Ems Jazz Festival

Greven

Von Stefan Pieper. Well done, kann man hier nur sagen! Das Ems Jazz Festival hat sich in nur drei Jahren als Jazzereignis von erheblicher Ausstrahlung etabliert. Es hat sich gelohnt, von Anfang an groß, also im internationalen Format, zu denken. Die aktuelle Ausgabe bestätigte eindrucksvoll den Mehrwert, wenn zusammen mit tatkräftigen Sponsoren und Förderinstitutionen in die Kultur investiert wird.

Leider war mir nur am dritten Festivaltag ein Besuch möglich, aber dieser erzeugte schon direkt beim Betreten der Location einen faszinierenden Kontrast zwischen der Betulichkeit einer sonntagnachmittäglichen Kleinstadt und einer fast transzendentalen Atmosphäre. Die Band Mother unter Leitung von Athina Kontou bewegt sich gekonnt zwischen der kulturellen Verankerung der griechischen Bandleaderin und avantgardistischer Improvisationskunst auf High-End-Niveau – was in dieser Kombination spirituelle Tiefe offenbarte. Athina Kontou lenkt die Geschicke mit ihrem präsenten Bass, damit die Klangwelt ihrer Band alle möglichen Elemente von südosteuropäischen, aber auch nahöstlichen Kulturen wie in einem Brennglas bündelt. Tradierte Lieder des Rembetiko künden von gebrochenen Herzen und seelischen Abgründen. Armenische Volksliedbearbeitungen und revolutionäre Lieder von Mikis Theodorakis bezeugen den Reichtum kultureller Bezugsfelder in Kontous Heimat. Luise Volkmann bildete auf ihrem Sopransaxofon die Klangfarben dieser Musikstile faszinierend authentisch ab. Noch reicher wurde die musikalische Reflexion über Fremdsein und Ankommen durch den Pianisten Lukas Leidinger und den Schlagzeuger Dominic Mahning, einen hochsensiblen Rhythmiker, der manchmal auch mit bloßen Händen sein ganzes Drumset in Schwingung versetzte.

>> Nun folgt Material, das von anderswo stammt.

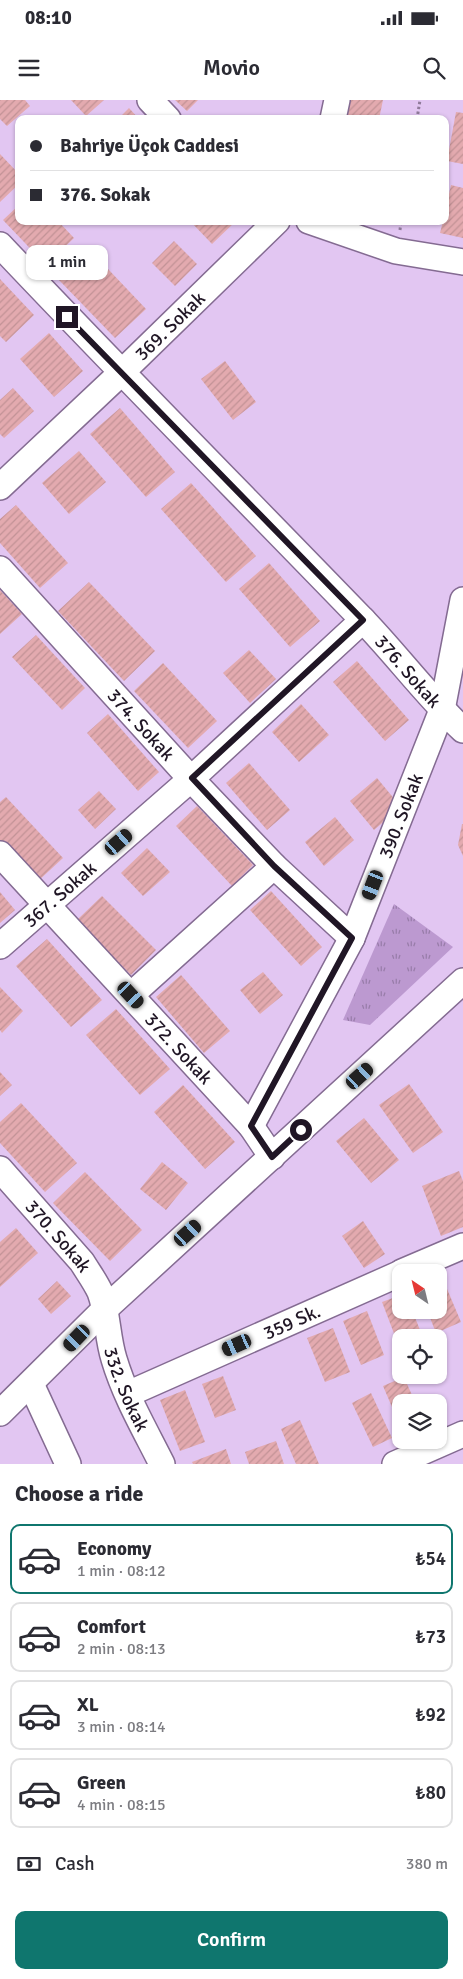 <!DOCTYPE html>
<html lang="en">
<head>
<meta charset="utf-8">
<style>
	:root { --surface:#fff; --page:#f2f2f3; --text:#2b2b33; --muted:#7c7c81; --line:#e1e1e2; --accent:#0f766e }
	body { margin:0; font-family:Signika,sans-serif; background:var(--page); color:var(--text); height:100vh; display:flex; flex-direction:column; font-size:19px; white-space:nowrap }
	* { box-sizing:border-box; margin:0 }
	p { font-size:16px; color:var(--muted) }
	.icon { flex:none; width:28px; height:28px; fill:none; stroke:currentColor; stroke-width:2; stroke-linecap:round; stroke-linejoin:round }
	.map { position:relative; height:1364px; overflow:hidden }
	.side { display:flex; flex-direction:column; background:var(--surface); flex:1 }
	.side>* { flex:none }
	.banner { position:absolute; left:15px; top:15px; width:434px; height:110px; border-radius:10px; box-shadow:0 1px 4px #0004; display:grid; align-content:center; height:110px; padding:0 15px; background:var(--surface) }
	.needle { width:32px; rotate:325deg }
	.tools { position:absolute; left:392px; top:1164px; display:grid; gap:10px }
	.tools a { display:grid; place-items:center; width:55px; height:55px; border-radius:10px; background:var(--surface); box-shadow:0 1px 4px #0004; font-size:25px }
	.end { position:absolute; width:22px; height:22px; margin:-11px; border:6px solid #201625; background:#fff; box-shadow:0 0 0 2px #fff }
	.from { border-radius:50% }
	.bubble { position:absolute; height:35px; border-radius:10px; background:var(--surface); box-shadow:0 1px 4px #0004; font-size:16px; font-weight:600; line-height:35px; text-align:center }
	.car { position:absolute; width:15px; height:30px; margin:-15px -8px; border-radius:6px; box-shadow:0 0 4px 1px #0007; background:linear-gradient(#222 24%,#8ab4d8 0 40%,#222 0 76%,#8ab4d8 0 86%,#222 0) }
	.banner b { display:flex; align-items:center; gap:18px; height:48px; font-size:19px }
	.banner b+b { border-top:1px solid var(--line) }
	.banner i { width:12px; height:12px; background:var(--text) }
	ul { padding:0; list-style:none }
	li { display:flex; align-items:center; gap:15px; height:70px; margin:0 10px 8px; padding:0 5px; border:2px solid var(--line); border-radius:10px }
	li div { flex:1 }
	li b { display:block; font-size:19px }
	li em { font-style:normal; font-weight:600 }
	li.current { border-color:var(--accent) }
	li>.icon { width:45px; height:45px; stroke-width:1.5 }
	h2 { padding:0 15px; font-size:22px; line-height:60px }
	.pay { display:flex; align-items:center; gap:12px; height:55px; padding:0 15px; font-size:19px }
	.pay p { margin-inline-start:auto }
	.action { display:flex; gap:10px; margin-top:auto; padding:10px 15px }
	.action a { flex:1; height:58px; border-radius:10px; background:var(--accent); color:#fff; font-size:20px; font-weight:600; line-height:58px; text-align:center }
	.status { display:flex; justify-content:space-between; align-items:center; height:35px; padding:0 25px; background:var(--surface); direction:ltr }
	.status svg { height:14px; fill:currentColor }
	header { display:flex; justify-content:space-between; align-items:center; height:65px; padding:0 15px; background:var(--surface); font-size:22px; font-weight:600 }
	.map>svg:first-child { display:block }
	.park { fill:url(#park-tufts) }
	.building { fill:url(#building-hatch) }
	.lines { fill:none; stroke-linecap:round; stroke-linejoin:round }
	.minor-casing { stroke:#846b92; stroke-width:28 }
	.path { stroke:#8f7a9a; stroke-width:3; stroke-dasharray:2.5 2.5; stroke-linecap:butt }
	.minor { stroke:#fff; stroke-width:25 }
	.route { stroke:#201625; stroke-width:6 }
	.labels { text-anchor:middle; stroke-width:5; stroke-linejoin:round; paint-order:stroke }
	.street-label { font-size:19px; fill:#201625; stroke:#f7effd }
</style>
</head>
<body>
<div class="status"><b>08:10</b><svg viewBox="0 0 49 12"><path d="M0 12V9h3v3zM5 12V6h3v6zM10 12V3h3v9zM15 12V0h3v12zM26 1h20v11H26zM47 4h2v5h-2z"/></svg></div>
<header><svg class="icon" aria-label="menu" viewBox="0 0 24 24"><path d="M4 6h16M4 12h16M4 18h16"/></svg>Movio<svg class="icon" aria-label="search" viewBox="0 0 24 24"><circle cx="10" cy="10" r="6"/><path d="M15 15l6 6"/></svg></header>
<div class="map">
<svg width="463" height="1364" viewBox="0 0 463 1364">
	<defs>
		<pattern id="park-tufts" width="24" height="20" patternUnits="userSpaceOnUse" patternTransform="scale(1.25)"><rect width="24" height="20" fill="#bc99d0"/><path d="M3 7l-1-3M5 7V3M7 7l1-3M15 17l-1-3M17 17v-4M19 17l1-3" fill="none" stroke="#987ca9"/></pattern>
		<pattern id="building-hatch" width="6" height="6" patternUnits="userSpaceOnUse" patternTransform="scale(1.25)"><rect width="6" height="6" fill="#e3aaaf"/><path d="M-1 1l2-2M0 6l6-6M5 7l2-2" fill="none" stroke="#c29296"/></pattern>
	</defs>
	<rect width="100%" height="100%" fill="#e2c6f2"/>
	<!-- park -->
	<path class="park" d="M394,804L453,847L370,925L343,920Z"/>
	<!-- building -->
	<path class="building" d="M0,0H25L30,6L7,26L0,19Z
		M71,0H104L86,16Z
		M175,0H198L187,11Z
		M346,0H383L379,19H343Z
		M129,8L139,19H118Z
		M456,12L463,13V64L447,61Z
		M0,54L19,74V84L0,102Z
		M451,85L463,88V138L440,133L443,121H445V112Z
		M19,105V121H58L74,138L46,165L3,120Z
		M190,121H236L212,144Z
		M174,141L197,164L175,186L152,163Z
		M90,150L146,209L115,238L58,179Z
		M0,179L34,215L6,242L0,236Z
		M49,233L83,271L54,297L20,259Z
		M225,261L256,302L233,320L201,279Z
		M13,288L34,311L4,338L0,334V300Z
		M120,308L175,372L146,397L90,334Z
		M79,351L106,382L69,414L42,383Z
		M191,383L256,456L226,482L161,409Z
		M16,405L68,463L40,488L0,443V419Z
		M269,463L320,521L290,547L239,489Z
		M89,482L155,551L124,581L58,511Z
		M0,490L22,514L0,534Z
		M36,535L85,588L62,610L12,557Z
		M249,550L276,579L250,603L223,573Z
		M357,561L409,620L385,641L333,582Z
		M163,563L217,621L188,648L134,591Z
		M301,604L329,635L299,662L272,632Z
		M108,614L159,672L138,691L87,633Z
		M249,663L290,710L267,730L226,683Z
		M377,678L401,707L374,730L350,701Z
		M99,691L116,709L95,729L78,710Z
		M6,697L63,758L37,782L0,741V702Z
		M197,706L253,765L232,786L176,726Z
		M335,717L354,740L324,766L305,742Z
		M462,724H463V756L458,745Z
		M147,748L170,772L143,796L121,773Z
		M271,791L322,847L301,866L250,810Z
		M0,792L15,810L0,823Z
		M102,796L156,850L131,875L77,820Z
		M47,839L102,900L71,927L16,866Z
		M263,872L283,895L260,914L240,890Z
		M181,875L230,931L204,953L156,897Z
		M0,887L23,911L2,933L0,930Z
		M116,909L170,969L140,995L86,935Z
		M0,972L12,985L0,996Z
		M409,984L443,1032L413,1053L379,1005Z
		M183,985L235,1042L205,1069L154,1012Z
		M21,1003L77,1063L45,1092L0,1043V1022Z
		M364,1018L399,1060L371,1083L336,1041Z
		M162,1062L188,1083L166,1110L140,1089Z
		M459,1071L463,1081V1127L441,1136L422,1086Z
		M85,1072L142,1130L110,1161L53,1103Z
		M363,1121L385,1154L364,1168L342,1136Z
		M16,1128L38,1153L0,1187V1142Z
		M442,1177L461,1222L436,1233L427,1210H439V1179Z
		M57,1181L71,1196L51,1214L38,1199Z
		M401,1195V1210H412L422,1235L416,1238H401V1243L398,1244L382,1202Z
		M367,1211L384,1255L361,1265L343,1221Z
		M333,1228L350,1272L325,1282L307,1238Z
		M223,1276L236,1310L215,1318L202,1284Z
		M404,1277L415,1302H401V1328L383,1286Z
		M185,1290L205,1342L180,1351L160,1300Z
		M371,1293L392,1338L373,1347L352,1303Z
		M300,1320L319,1364H296L281,1329Z
		M276,1341L284,1364H249L245,1352Z
		M226,1349L231,1364H193L192,1362Z"/>
	<g class="lines">
		<defs>
			<g id="minor">
				<path d="M150,0L168,19"/>
				<path d="M333,19L337,0"/>
				<path d="M309,121L396,151L463,162"/>
				<path id="s1" d="M0,145C119,271 241,394 361,518C396,554 426,595 463,630"/>
				<path id="s2" d="M0,387L121,273L277,121"/>
				<path id="s3" d="M0,469L191,679L274,766L352,838"/>
				<path id="s4" d="M0,754L251,1026L272,1057"/>
				<path id="s5" d="M0,846L191,679L363,520"/>
				<path d="M131,895L274,766"/>
				<path id="s6" d="M251,1026L352,838L442,610L463,500"/>
				<path id="s7" d="M0,1069L82,1162C88,1172 95,1181 100,1192C108,1213 107,1237 114,1259C125,1296 145,1330 162,1364"/>
				<path d="M402,1172L463,1146"/>
				<path d="M31,1284L68,1364"/>
				<path id="s8" d="M128,1294L401,1173"/>
				<path d="M0,1313L105,1209L463,881"/>
				<path d="M395,1364L463,1334"/>
			</g>
		</defs>
		<!-- minor casing -->
		<use href="#minor" class="minor-casing"/>
		<!-- path -->
		<path class="path" d="M417,19L420,0
			M400,130L401,121"/>
		<!-- minor -->
		<use href="#minor" class="minor"/>
	</g>
	<g class="lines">
		<!-- route -->
		<path class="route" d="M67,217L363,520L192,678L274,766L352,838L251,1026L272,1057L301,1030"/>
	</g>
	<g class="labels">
		<!-- street labels -->
		<g class="street-label">
			<text dy="7" stroke="none"><textPath href="#s2" startOffset="234">369. Sokak</textPath></text>
			<text dy="7" stroke="none"><textPath href="#s1" startOffset="590">376. Sokak</textPath></text>
			<text dy="7" stroke="none"><textPath href="#s3" startOffset="210">374. Sokak</textPath></text>
			<text dy="7" stroke="none"><textPath href="#s6" startOffset="345">390. Sokak</textPath></text>
			<text dy="7" stroke="none"><textPath href="#s5" startOffset="79">367. Sokak</textPath></text>
			<text dy="7" stroke="none"><textPath href="#s4" startOffset="264">372. Sokak</textPath></text>
			<text dy="7" stroke="none"><textPath href="#s7" startOffset="89">370. Sokak</textPath></text>
			<text dy="7" stroke="none"><textPath href="#s8" startOffset="179">359 Sk.</textPath></text>
			<text dy="7" stroke="none"><textPath href="#s7" startOffset="260">332. Sokak</textPath></text>
		</g>
	</g>
</svg>
<div class="tools">
<a><svg class="needle" viewBox="-14 -14 28 28"><path d="M0-13l5 13h-10z" fill="#e53935"/><path d="M0 13l5-13h-10z" fill="#7c7c81"/></svg></a>
<a><svg class="icon" aria-label="locate" viewBox="0 0 24 24"><circle cx="12" cy="12" r="6"/><path d="M12 2v4M12 18v4M2 12h4M18 12h4"/></svg></a>
<a><svg class="icon" aria-label="layers" viewBox="0 0 24 24"><path d="M12 4l9 5-9 5-9-5zM3 14l9 5 9-5"/></svg></a>
</div>
<i class="end from" style="left:301px;top:1030px"></i>
<i class="end" style="left:67px;top:217px"></i>
<div class="bubble" style="left:26px;top:145px;width:82px">1 min</div>
<i class="car" style="left:119px;top:742px;rotate:49deg"></i>
<i class="car" style="left:373px;top:785px;rotate:201deg"></i>
<i class="car" style="left:131px;top:895px;rotate:137deg"></i>
<i class="car" style="left:360px;top:976px;rotate:48deg"></i>
<i class="car" style="left:188px;top:1133px;rotate:48deg"></i>
<i class="car" style="left:77px;top:1238px;rotate:224deg"></i>
<i class="car" style="left:237px;top:1245px;rotate:246deg"></i>
<div class="banner">
<b><i class="from"></i>Bahriye Üçok Caddesi</b>
<b><i></i>376. Sokak</b>
</div>
</div>
<section class="side">
<h2>Choose a ride</h2>
<ul>
<li class="current"><svg class="icon" aria-label="car" viewBox="0 0 24 24"><path d="M5 17H2v-5l4-1 3-4h7l3 4 3 1v5h-3M9 17h6M6 11h13"/><circle cx="7" cy="17" r="2"/><circle cx="17" cy="17" r="2"/></svg><div><b>Economy</b><p>1 min · 08:12</p></div><em>₺54</em></li>
<li><svg class="icon" aria-label="car" viewBox="0 0 24 24"><path d="M5 17H2v-5l4-1 3-4h7l3 4 3 1v5h-3M9 17h6M6 11h13"/><circle cx="7" cy="17" r="2"/><circle cx="17" cy="17" r="2"/></svg><div><b>Comfort</b><p>2 min · 08:13</p></div><em>₺73</em></li>
<li><svg class="icon" aria-label="car" viewBox="0 0 24 24"><path d="M5 17H2v-5l4-1 3-4h7l3 4 3 1v5h-3M9 17h6M6 11h13"/><circle cx="7" cy="17" r="2"/><circle cx="17" cy="17" r="2"/></svg><div><b>XL</b><p>3 min · 08:14</p></div><em>₺92</em></li>
<li><svg class="icon" aria-label="car" viewBox="0 0 24 24"><path d="M5 17H2v-5l4-1 3-4h7l3 4 3 1v5h-3M9 17h6M6 11h13"/><circle cx="7" cy="17" r="2"/><circle cx="17" cy="17" r="2"/></svg><div><b>Green</b><p>4 min · 08:15</p></div><em>₺80</em></li>
</ul>
<div class="pay"><svg class="icon" aria-label="cash" viewBox="0 0 24 24"><path d="M3 7h18v10H3z"/><circle cx="12" cy="12" r="2"/></svg>Cash<p>380 m</p></div>
<div class="action"><a>Confirm</a></div>
</section>
</body>
</html>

Einst beherbergte die große Halle das Ballenlager einer Textilfabrik – der beeindruckende Bau geht aus dem Strukturwandel hervor, wie er für das Münsterland typisch ist. Großes Lob gilt der Kulturinitiative Greven, die nicht zuletzt mit diesem Festival dieses architektonische Renommierobjekt nicht allein der kommerziellen Verwertung überlässt. Wie aufnahmefähig das Publikum hier ist, bewies im Weiteren ein empfindsames, über eineinhalb Stunden dauerndes Solo-Klavierrezital des israelischen Pianisten Nitai Hershkovits, der auch in Avishai Cohens Band spielt. Hershkovits verzichtete auf plakative Showgesten und entführte dafür umso mehr in die großen Erzählungen des Jazz. Spurenelemente aus der Klassik ließ er feinfühlig einfließen und bot so manche Hommage an epische Geschichtenerzähler wie die Filmkomponisten Nino Rota und Ennio Morricone. Hershkovits verarbeitete dieses ganze ikonische Material so, dass es dazu einlud, noch sensibler in die Tiefenschichten von Musik einzutauchen. Die zahlreichen internationalen Bands und auch Exklusivauftritte beim diesjährigen Ems Jazz zogen zum Finale in die vibrierende selbstbewusste Londoner Jazzszene hinein – mit einem energetischen Feuerwerk der Dream-Band des britischen Saxofonisten Alex Hitchcock. Auch dafür lohnte es sich, das heimische Sofa zu verlassen und in Livemusik einzutauchen, von der man hoffentlich auch weiterhin viel aus Greven vernehmen wird.